_Problem to solve_:
Return only the lines of the listing below that run from the line with "For a GIS import: Serialize" through the line with "Task: Serialize what", both ends included, exactly as written.

_Provided material_:
● ● ● ● ●

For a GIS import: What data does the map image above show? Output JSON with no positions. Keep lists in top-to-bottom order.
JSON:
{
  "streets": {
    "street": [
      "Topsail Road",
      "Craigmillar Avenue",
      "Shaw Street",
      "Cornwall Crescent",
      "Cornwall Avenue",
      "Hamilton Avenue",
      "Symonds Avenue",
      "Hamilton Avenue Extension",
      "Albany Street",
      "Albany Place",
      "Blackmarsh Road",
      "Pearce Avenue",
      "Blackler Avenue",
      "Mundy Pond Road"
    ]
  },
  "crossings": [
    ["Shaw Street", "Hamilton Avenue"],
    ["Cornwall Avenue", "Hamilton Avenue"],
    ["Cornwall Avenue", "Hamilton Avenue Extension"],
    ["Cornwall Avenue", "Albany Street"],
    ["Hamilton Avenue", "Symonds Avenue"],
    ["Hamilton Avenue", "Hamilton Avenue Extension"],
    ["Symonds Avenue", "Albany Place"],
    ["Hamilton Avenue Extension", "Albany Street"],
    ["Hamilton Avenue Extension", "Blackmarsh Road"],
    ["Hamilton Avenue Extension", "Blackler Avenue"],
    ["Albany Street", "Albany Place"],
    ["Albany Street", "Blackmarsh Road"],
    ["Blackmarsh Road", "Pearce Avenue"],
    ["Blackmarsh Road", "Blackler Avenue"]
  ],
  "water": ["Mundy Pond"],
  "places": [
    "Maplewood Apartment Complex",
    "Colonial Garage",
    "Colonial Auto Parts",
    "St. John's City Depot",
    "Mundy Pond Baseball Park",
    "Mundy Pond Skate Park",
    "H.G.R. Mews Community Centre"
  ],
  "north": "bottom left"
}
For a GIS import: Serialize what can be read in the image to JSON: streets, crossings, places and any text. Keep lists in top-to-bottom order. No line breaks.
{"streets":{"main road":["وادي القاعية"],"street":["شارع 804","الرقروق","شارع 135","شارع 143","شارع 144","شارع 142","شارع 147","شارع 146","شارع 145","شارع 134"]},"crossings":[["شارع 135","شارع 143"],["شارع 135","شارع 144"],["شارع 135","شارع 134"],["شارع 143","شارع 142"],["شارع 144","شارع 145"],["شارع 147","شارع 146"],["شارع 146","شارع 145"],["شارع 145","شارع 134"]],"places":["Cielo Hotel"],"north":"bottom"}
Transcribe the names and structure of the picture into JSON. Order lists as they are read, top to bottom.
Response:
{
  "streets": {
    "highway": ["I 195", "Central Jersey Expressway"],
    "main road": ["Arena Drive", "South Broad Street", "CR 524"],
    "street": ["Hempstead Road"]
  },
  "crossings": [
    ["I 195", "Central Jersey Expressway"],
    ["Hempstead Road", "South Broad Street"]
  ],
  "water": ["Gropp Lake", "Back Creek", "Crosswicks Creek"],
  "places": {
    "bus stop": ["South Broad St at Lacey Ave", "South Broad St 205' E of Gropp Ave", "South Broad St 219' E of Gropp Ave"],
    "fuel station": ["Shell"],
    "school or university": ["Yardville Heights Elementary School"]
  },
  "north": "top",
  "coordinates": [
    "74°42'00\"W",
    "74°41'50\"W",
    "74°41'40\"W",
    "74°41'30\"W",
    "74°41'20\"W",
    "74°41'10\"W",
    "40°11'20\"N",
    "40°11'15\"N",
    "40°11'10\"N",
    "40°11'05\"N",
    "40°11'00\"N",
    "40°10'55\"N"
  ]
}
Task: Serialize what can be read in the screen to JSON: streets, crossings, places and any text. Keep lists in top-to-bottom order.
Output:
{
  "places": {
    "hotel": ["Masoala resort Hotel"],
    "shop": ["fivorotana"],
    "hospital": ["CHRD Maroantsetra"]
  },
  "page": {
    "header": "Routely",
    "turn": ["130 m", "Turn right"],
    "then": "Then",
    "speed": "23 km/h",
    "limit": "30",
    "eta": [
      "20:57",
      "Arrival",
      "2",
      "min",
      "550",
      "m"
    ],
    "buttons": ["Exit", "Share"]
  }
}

● ● ● ● ●

_Task output_:
For a GIS import: Serialize what can be read in the image to JSON: streets, crossings, places and any text. Keep lists in top-to-bottom order. No line breaks.
{"streets":{"main road":["وادي القاعية"],"street":["شارع 804","الرقروق","شارع 135","شارع 143","شارع 144","شارع 142","شارع 147","شارع 146","شارع 145","شارع 134"]},"crossings":[["شارع 135","شارع 143"],["شارع 135","شارع 144"],["شارع 135","شارع 134"],["شارع 143","شارع 142"],["شارع 144","شارع 145"],["شارع 147","شارع 146"],["شارع 146","شارع 145"],["شارع 145","شارع 134"]],"places":["Cielo Hotel"],"north":"bottom"}
Transcribe the names and structure of the picture into JSON. Order lists as they are read, top to bottom.
Response:
{
  "streets": {
    "highway": ["I 195", "Central Jersey Expressway"],
    "main road": ["Arena Drive", "South Broad Street", "CR 524"],
    "street": ["Hempstead Road"]
  },
  "crossings": [
    ["I 195", "Central Jersey Expressway"],
    ["Hempstead Road", "South Broad Street"]
  ],
  "water": ["Gropp Lake", "Back Creek", "Crosswicks Creek"],
  "places": {
    "bus stop": ["South Broad St at Lacey Ave", "South Broad St 205' E of Gropp Ave", "South Broad St 219' E of Gropp Ave"],
    "fuel station": ["Shell"],
    "school or university": ["Yardville Heights Elementary School"]
  },
  "north": "top",
  "coordinates": [
    "74°42'00\"W",
    "74°41'50\"W",
    "74°41'40\"W",
    "74°41'30\"W",
    "74°41'20\"W",
    "74°41'10\"W",
    "40°11'20\"N",
    "40°11'15\"N",
    "40°11'10\"N",
    "40°11'05\"N",
    "40°11'00\"N",
    "40°10'55\"N"
  ]
}
Task: Serialize what can be read in the screen to JSON: streets, crossings, places and any text. Keep lists in top-to-bottom order.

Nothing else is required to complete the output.